3- BUT it does not happen in every sky/cloud picture, only seemingly randomly. yesterday i took about a dozen pictures that implicated lots of (clear) sky and only got the effect twice. i am beginning to form the hypothesis that its appearance may not be random, but may be more likely to occur when shooting kind of directly into bright harsh sun. certainly when i noticed the effect on my gxr it was in that circumstance, so i at the time attributed it to the characteristics of whatever lens i was using.

combined, these circumstances are kind of militating in my mind to implcate the lens and/or sensor, but certainly i'm no expert and i probably dont have enough data to draw that conclusion.
 

Richard

All-Pro
Feb 1, 2013
Marlow, UK
Do you have access to any sort of test chart which includes ramps of brightness? At the bright end of the ramp you should see the same contour lines you sometimes see in your pictures of sky and clouds, but in a more manageable / repeatable way. If the problem is as basic as the brightness levels being limited to 256 levels you should see a nice set of contour lines across the whole picture, from black to white.

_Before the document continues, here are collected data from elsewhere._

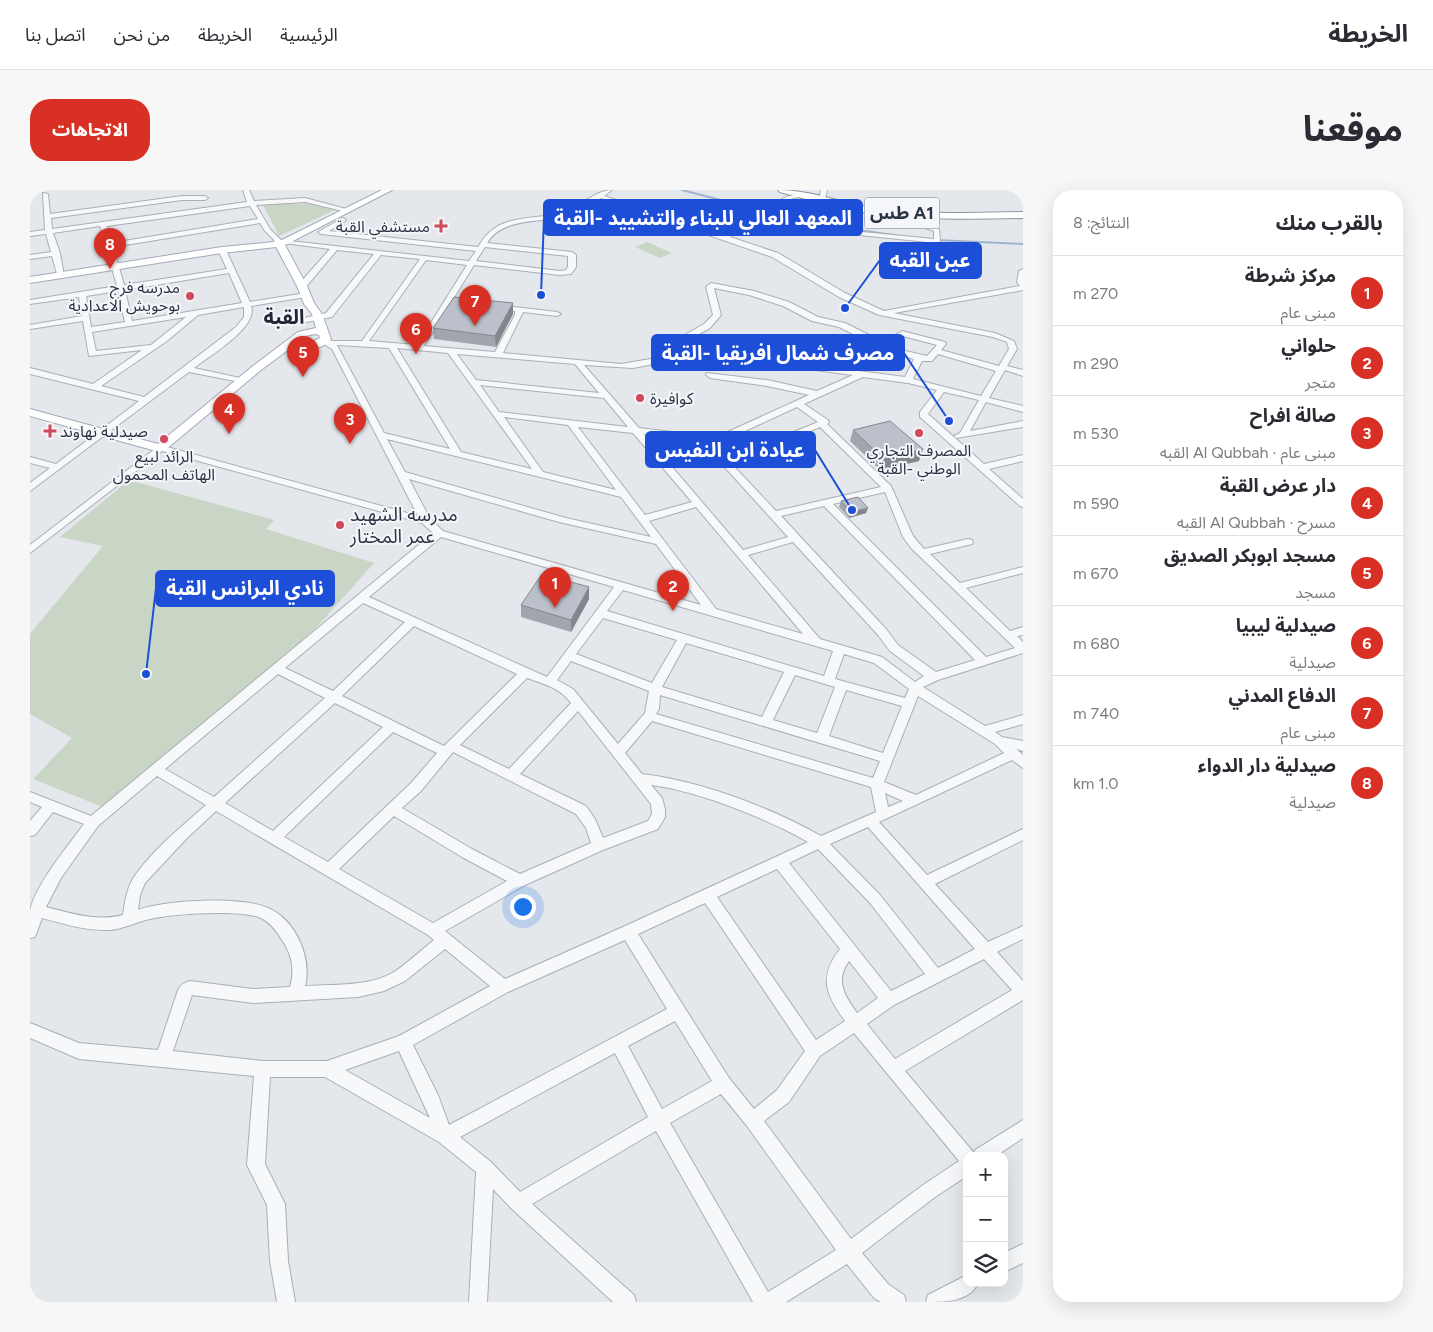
<!DOCTYPE html>
<html lang="ar">
<meta charset="utf-8">
<style>
:root{--surface:#fff;--page:#f7f7f7;--text:#2b2b33;--muted:#7c7c81;--line:#e1e1e2;--accent:#d93025}
body{margin:0;font-family:Figtree,"Noto Sans Arabic",sans-serif;background:var(--page);color:var(--text);direction:rtl}
.controls{position:absolute;right:15px;bottom:15px;display:grid;overflow:hidden;border-radius:10px;box-shadow:0 5px 20px #0002}
.controls button{width:45px;height:45px;display:grid;place-items:center;padding:0;border:0;border-bottom:1px solid var(--line);background:var(--surface);color:var(--text);font:25px sans-serif}
.you{position:absolute;left:492px;top:716px;width:18px;height:18px;margin:-12px;border:4px solid #fff;border-radius:50%;background:#1a73e8;box-shadow:0 0 0 8px #1a73e833}
.badge{display:grid;place-items:center;width:32px;height:32px;border-radius:50%;background:var(--accent);color:#fff;font-size:16px;font-weight:700}
.pin{position:absolute;translate:-50% -41px;filter:drop-shadow(0 1px 2px #0008)}
.pin::after{content:'';position:absolute;top:26px;width:18px;height:15px;background:inherit;clip-path:polygon(0 0,100% 0,50% 100%)}
.list{margin:0;padding:0;list-style:none}
h2{display:flex;justify-content:space-between;align-items:center;height:65px;margin:0;padding:0 20px;font-size:21px}
h2 small{font-size:16px;font-weight:400;color:var(--muted)}
.list li{display:grid;grid-template-columns:32px 1fr auto;gap:15px;align-items:center;box-sizing:border-box;height:70px;padding:0 20px;border-top:1px solid var(--line)}
.list b{display:block;font-size:19px;white-space:nowrap}
.list p{margin:0;font-size:16px;white-space:nowrap;color:var(--muted)}
.list em{font-size:16px;font-style:normal;color:var(--muted)}
.icon{flex:none;width:28px;height:28px;fill:none;stroke:currentColor;stroke-width:2;stroke-linecap:round;stroke-linejoin:round}
.map{position:relative;flex:none;width:993px;height:1112px;overflow:hidden;direction:ltr;border-radius:20px}
header{display:flex;align-items:center;gap:30px;box-sizing:border-box;height:70px;padding:0 25px;background:var(--surface);border-bottom:1px solid var(--line)}
header strong{font-size:24px}
nav{display:flex;gap:28px;margin-inline-start:auto;font-size:18px}
.intro{display:flex;align-items:center;justify-content:space-between;box-sizing:border-box;height:120px;padding:0 30px}
h1{margin:0;font-size:35px}
.button{padding:12px 22px;border-radius:20px;background:var(--accent);color:#fff;font-size:18px;font-weight:700}
main{display:flex;gap:30px;padding:0 30px}
aside{flex:1;background:var(--surface);border-radius:20px;box-shadow:0 5px 20px #0002}
.map>svg:first-child{display:block}
</style>
<header>
<strong>الخريطة</strong>
<nav><a>الرئيسية</a><a>الخريطة</a><a>من نحن</a><a>اتصل بنا</a></nav>
</header>
<div class="intro"><h1>موقعنا</h1><a class="button">الاتجاهات</a></div>
<main>
<aside>
<h2>بالقرب منك<small>النتائج: 8</small></h2>
<ul class="list">
<li><span class="badge">1</span><div><b>مركز شرطة</b><p>مبنى عام</p></div><em>270 m</em></li>
<li><span class="badge">2</span><div><b>حلواني</b><p>متجر</p></div><em>290 m</em></li>
<li><span class="badge">3</span><div><b>صالة افراح</b><p>مبنى عام · Al Qubbah القبه</p></div><em>530 m</em></li>
<li><span class="badge">4</span><div><b>دار عرض القبة</b><p>مسرح · Al Qubbah القبه</p></div><em>590 m</em></li>
<li><span class="badge">5</span><div><b>مسجد ابوبكر الصديق</b><p>مسجد</p></div><em>670 m</em></li>
<li><span class="badge">6</span><div><b>صيدلية ليبيا</b><p>صيدلية</p></div><em>680 m</em></li>
<li><span class="badge">7</span><div><b>الدفاع المدني</b><p>مبنى عام</p></div><em>740 m</em></li>
<li><span class="badge">8</span><div><b>صيدلية دار الدواء</b><p>صيدلية</p></div><em>1.0 km</em></li>
</ul>
</aside>
<div class="map">
<svg width="993" height="1112" viewBox="0 0 993 1112">
<rect width="100%" height="100%" fill="#e4e7ec"/>
<path fill="#c9d6c5" d="M249,13L279,14L305,20L249,46L233,15Z
M617,52L642,63L630,68L605,57Z
M99,290L244,330L236,339L344,373L286,438L75,618L3,589L42,548L0,524V444L73,356L30,347Z"/>
<g fill="none" stroke-linecap="round" stroke-linejoin="round">
<path stroke="#9fb4cc" stroke-width="2" d="M652,0L733,21
M740,23L788,34L870,46
M906,50L993,54"/>
<g stroke="#a9aeb7" stroke-width="2">
<path id="minor" d="M213,0H219L224,11L275,8L320,20L317,22L275,12L226,15L240,39L251,50L439,71L446,61L291,44L288,42L313,28L316,30L315,31L299,41L448,57C454,47 460,40 470,35C491,25 516,29 537,21C552,15 567,0 582,0L574,6L694,45L756,7L772,3L775,5L774,6L760,9L700,47L748,63L815,103L854,121L990,96L987,92L989,81L993,79V100L864,123L965,143L984,151L987,159L977,176L993,180V186L975,180L959,208L993,216V222L956,212L940,241L993,231V237L926,248L924,246L930,243L949,210L914,202L898,224L954,274L993,265V271L959,279L993,309V317L990,316L890,227V222L907,200L878,193L833,187L774,214L798,230L799,232L797,234L861,296L883,346L894,359L938,349L942,350L943,352L942,354L900,364L930,393L993,377V383L936,398L980,441L993,437V445L987,446L993,452V463L908,490L893,497L955,536L993,525V534L965,542L972,547L993,551V561L986,559L993,565V578L982,570L849,632L897,685L993,639V650L905,694L958,752L993,736V749L967,762L993,791V810L875,881L944,963L945,960L993,930V948L966,966H937V986L905,1007L832,1063L858,1094L874,1105L876,1112H851L844,1108L817,1074L756,1112H723L626,941L502,1014L604,1105L606,1112H583L482,1019L463,999L457,1112H439L446,982L409,952L295,887H240L235,974L255,1014L258,1071L265,1112H247L240,1071L237,1015L217,975L224,886L49,869L0,848V833L49,853L128,860L148,800C151,794 154,793 160,791L223,799L260,797C265,779 262,765 252,750C247,742 240,732 231,728C210,719 142,724 120,729C106,732 94,739 80,740C56,741 34,734 12,728L5,747L0,748C0,740 0,729 0,721C5,695 38,656 54,634L23,622L5,645L0,646V631L12,617L0,612V602L61,626L403,343L392,333L132,261L0,363V355L130,255L388,326L302,159L292,153L294,151L292,149L296,147L302,151H332L390,69L351,65L302,127L277,132H274V128L296,123L344,64L307,60L275,98H269V94L300,59L246,52L235,41L230,33L83,57L94,95L197,79L188,60L192,58L196,60L220,112L276,103L280,105L276,107L221,116C229,137 179,166 164,178L215,189V193L159,182L0,301V293L20,278L0,273V267L26,274L109,211L0,184V178L63,194L112,160L59,166L53,131L0,139V135L52,126L49,107L0,114V110L87,96L70,36L23,43L30,63L34,86L27,84L22,66L0,69V65L21,62L16,44L0,46V42L15,40L13,3L18,4L20,24L152,6H175L178,8L175,10H152L21,28L22,39L217,12ZM571,8L742,67L809,107L849,125L963,147L977,152L979,159L969,176L911,160L916,154L915,152L872,141L853,152L815,133L788,127L759,112L724,101L681,93L676,97L683,125L674,134L644,151L642,161L644,165L591,174L473,163L493,122L527,126L531,124L527,122L467,115H464V119L485,121V125L465,162L394,156L444,75L530,85L541,84L546,77V65L542,62L457,53C473,27 510,33 536,26C549,22 560,15 571,8ZM220,16L228,29L82,53L77,36ZM455,57L538,66V77L536,80L530,81L446,71ZM396,70L437,75L387,155L339,151ZM199,83L212,113L102,131L95,100ZM684,98L719,105L753,116L782,131L809,137L861,163L884,169L875,187L682,162L652,164L651,154L680,138L691,125ZM88,101L95,132L61,137L56,106ZM214,117V127L206,137L114,207L71,196L137,151L168,125ZM156,127L121,155L66,161L62,142ZM873,146L907,155L897,166L867,159L859,155ZM307,155L359,158L420,259L354,243ZM367,158L418,163L502,279L431,262ZM427,164L545,174L569,203L446,190ZM908,164L966,181L951,206L883,189L892,171H902ZM682,166L823,185L787,201L737,190L677,183L676,185L680,188L737,196L779,205L680,250L674,246L609,238L554,175L603,178L659,167ZM450,195L574,208L598,237L469,222ZM767,217L788,232L742,251L695,266L685,255ZM474,227L538,235L586,300L513,282ZM548,237L603,243L662,312L615,325ZM790,237L851,297L746,321L699,271L748,255ZM614,244L671,251L758,347L713,360ZM357,249L591,307L621,347L536,328L375,282ZM379,289L529,332L626,354L671,415L413,341L400,329ZM855,302L873,347L881,358L985,458L956,467L803,314ZM794,316L945,470L906,482L868,455L856,439L751,326ZM666,317L773,444L686,419L619,331ZM411,347L584,397L517,487L339,407ZM763,352L848,445L860,461L894,486L885,492L852,467L790,449L718,365ZM593,400L803,461L794,486L577,421ZM333,413L375,432L303,501L255,478ZM573,428L647,450L622,493L546,464ZM384,436L487,484L414,556L312,506ZM656,453L754,482L732,527L632,497ZM814,464L844,473L879,499L875,508L805,489ZM541,471L619,501L615,523L588,554L543,499L527,490ZM248,484L295,508L184,607L135,579ZM765,485L805,497L787,543L743,530ZM497,488C514,494 530,498 541,513L479,579L430,555ZM816,500L872,516L853,563L799,546ZM630,505L850,571L843,588L626,524L629,519ZM888,506L965,554L974,563L886,605L854,592ZM305,513L353,537L243,641L195,613ZM548,521L621,614L622,624L618,631L573,648L565,629L556,616L490,584ZM622,531L841,597L846,622L791,646C740,617 670,591 612,584L595,563ZM363,542L407,563L381,593L298,672L254,647ZM423,562L546,624L556,638L561,653L490,684L442,659L372,618L391,601ZM127,586L176,615C152,636 124,659 106,684C97,696 95,711 93,725C67,732 40,723 16,717L31,688L68,636ZM621,595C668,601 736,628 778,652L593,737L475,789L415,741L495,695L573,660L628,639L635,627V619L632,608ZM855,603L873,611L858,617ZM186,621L398,745L404,750C391,760 378,773 364,782C339,797 304,794 275,796C282,768 266,730 238,718C211,706 136,710 108,720L110,705L115,693L156,649ZM364,626L432,667L477,691L403,733L309,679ZM838,637L945,759L908,778L850,705L800,654ZM788,659L840,713L895,784L861,801L759,673ZM747,679L810,759C788,787 796,805 815,831L786,850L687,707ZM675,713L775,861L747,900L724,919L699,888L608,744ZM595,750L637,819L419,935L408,905L383,855L478,802ZM415,759L460,796L369,846L297,871H233L143,861L162,805L223,813L328,807L354,801L375,791ZM954,769L982,800L865,869L837,834L864,815ZM819,771L848,808L827,823C814,805 805,791 819,771ZM645,831L682,891L632,919L598,856ZM824,843L929,971L893,995L821,1049L734,931L759,912L790,866ZM369,861L400,928L315,880ZM585,863L618,927L490,1002L461,972L430,947ZM691,904L717,936L806,1060L738,1102L640,933Z
M791,0H797L795,10L792,12L789,10Z
M851,19L909,39L910,51L907,53L820,44L819,43L822,41L904,49V41L849,22L848,21Z
M993,1054V1073L974,1082V1063Z
M937,1085V1093H948C940,1112 914,1112 896,1112L898,1105Z"/>
</g>
<g stroke="#a3abb8" stroke-width="2">
<path id="major" d="M352,0H362L255,55L277,96L284,113L292,124L301,149C292,160 278,161 266,154L231,180L134,261H126L0,226V219L128,254L223,176L268,142L286,138L282,124L274,114L267,96L246,57L192,63L0,93V87L192,57L244,52L245,49L252,50ZM285,144L289,145L290,148L282,152L274,150L276,146Z"/>
</g>
<g stroke="#8b94a3" stroke-width="2">
<path id="highway" d="M748,0C779,0 809,12 839,17C890,25 942,23 993,22V28C942,29 890,30 839,23C809,19 779,10 750,2Z"/>
</g>
<use href="#minor" fill="#f7f8fa" fill-rule="evenodd"/>
<use href="#major" fill="#fff" fill-rule="evenodd"/>
<use href="#highway" fill="#fff" fill-rule="evenodd"/>
</g>
<path fill="#a1a5ae" d="M483,113V124L466,157L404,149L403,138Z
M823,240L889,271L850,280L820,251Z
M811,311L836,323L819,328L809,317Z
M559,409L541,442L491,427V415Z"/>
<path fill="#83868d" d="M483,113V124L466,157L465,146Z
M893,259L889,271L850,280L854,269Z
M838,318L836,323L819,328L821,322Z
M559,397V409L541,442V430Z"/>
<path fill="#bbc0ca" stroke="#83868d" d="M424,107L483,113L465,146L403,138Z
M860,231L893,259L854,269L823,240Z
M828,307L838,318L821,322L811,311Z
M512,384L559,397L541,430L491,415Z"/>
<g fill="#d1495b" stroke="#f4f6f9" stroke-width="2">
<path d="M408.5 28.5h5v5h5v5h-5v5h-5v-5h-5v-5h5z"/>
<circle cx="160" cy="106" r="5"/>
<circle cx="610" cy="208" r="5"/>
<path d="M17.5 233.5h5v5h5v5h-5v5h-5v-5h-5v-5h5z"/>
<circle cx="889" cy="243" r="5"/>
<circle cx="134" cy="249" r="5"/>
<circle cx="310" cy="335" r="5"/>
</g>
<g text-anchor="middle" stroke-width="4" stroke-linejoin="round" paint-order="stroke">
<g font-size="16" fill="#2b3445" stroke="#f4f6f9" text-anchor="end">
<text x="400" y="42">مستشفي القبة</text>
<text x="150" y="103">مدرسه فرج<tspan x="150" dy="18">بوحويش الاعدادية</tspan></text>
<text x="620" y="214" text-anchor="start">كوافيرة</text>
<text x="30" y="247" text-anchor="start">صيدلية نهاوند</text>
<text x="889" y="266" text-anchor="middle">المصرف التجاري<tspan x="889" dy="18">الوطني -القبة</tspan></text>
<text x="134" y="272" text-anchor="middle">الرائد لبيع<tspan x="134" dy="18">الهاتف المحمول</tspan></text>
</g>
<rect fill="#f4f6f9" stroke="#676e7b" stroke-width="1" x="834.5" y="7.5" width="75" height="31" rx="4"/>
<g font-size="18" font-weight="bold" fill="#2b3445">
<text x="872" y="29">طس A1</text>
</g>
<g font-size="19" fill="#2b3445" stroke="#f4f6f9" text-anchor="start">
<text x="320" y="331">مدرسه الشهيد<tspan x="320" dy="22">عمر المختار</tspan></text>
</g>
<g font-size="20" font-weight="bold" fill="#1d2536" stroke="#f4f6f9">
<text x="254" y="134">القبة</text>
</g>
</g>
<path fill="none" stroke="#1d4ed8" stroke-width="2" d="M511 105L514 28M815 118L850 70M919 231L874 163M822 320L785 260M116 484L126 398"/>
<g fill="#1d4ed8" stroke="#f4f6f9" stroke-width="2">
<circle cx="511" cy="105" r="5"/>
<circle cx="815" cy="118" r="5"/>
<circle cx="919" cy="231" r="5"/>
<circle cx="822" cy="320" r="5"/>
<circle cx="116" cy="484" r="5"/>
</g>
<g fill="#1d4ed8" stroke="#1d4ed8" stroke-width="2">
<rect x="514" y="10" width="318" height="35" rx="5"/>
<rect x="850" y="53" width="101" height="35" rx="5"/>
<rect x="622" y="145" width="252" height="35" rx="5"/>
<rect x="616" y="242" width="169" height="35" rx="5"/>
<rect x="126" y="381" width="178" height="35" rx="5"/>
</g>
<g font-size="20" text-anchor="middle" font-weight="bold" fill="#fff">
<text x="673" y="35">المعهد العالي للبناء والتشييد -القبة</text>
<text x="900" y="77">عين القبه</text>
<text x="748" y="170">مصرف شمال افريقيا -القبة</text>
<text x="700" y="267">عيادة ابن النفيس</text>
<text x="215" y="405">نادي البرانس القبة</text>
</g>
</svg>
<div class="controls">
<button>+</button>
<button>−</button>
<button><svg class="icon" aria-label="layers" viewBox="0 0 24 24"><path d="M12 4l9 5-9 5-9-5zM3 14l9 5 9-5"/></svg></button>
</div>
<div class="you"></div>
<div class="pin badge" style="left:525px;top:418px">1</div>
<div class="pin badge" style="left:643px;top:421px">2</div>
<div class="pin badge" style="left:320px;top:254px">3</div>
<div class="pin badge" style="left:199px;top:244px">4</div>
<div class="pin badge" style="left:273px;top:187px">5</div>
<div class="pin badge" style="left:386px;top:164px">6</div>
<div class="pin badge" style="left:445px;top:136px">7</div>
<div class="pin badge" style="left:80px;top:79px">8</div>
</div>
</main>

Try a Google image search for test patterns and see how they look on your monitor.

If this is happening with the images gathered by several cameras, it's not a camera fault. Not sure why certain cameras should be exempt though.

-R
 

pniev

Student for life
May 13, 2013
Aha. I misunderstood you. Sounds like a reasonable hypothesis. If you want, you can still make the files available if that's helpful to you.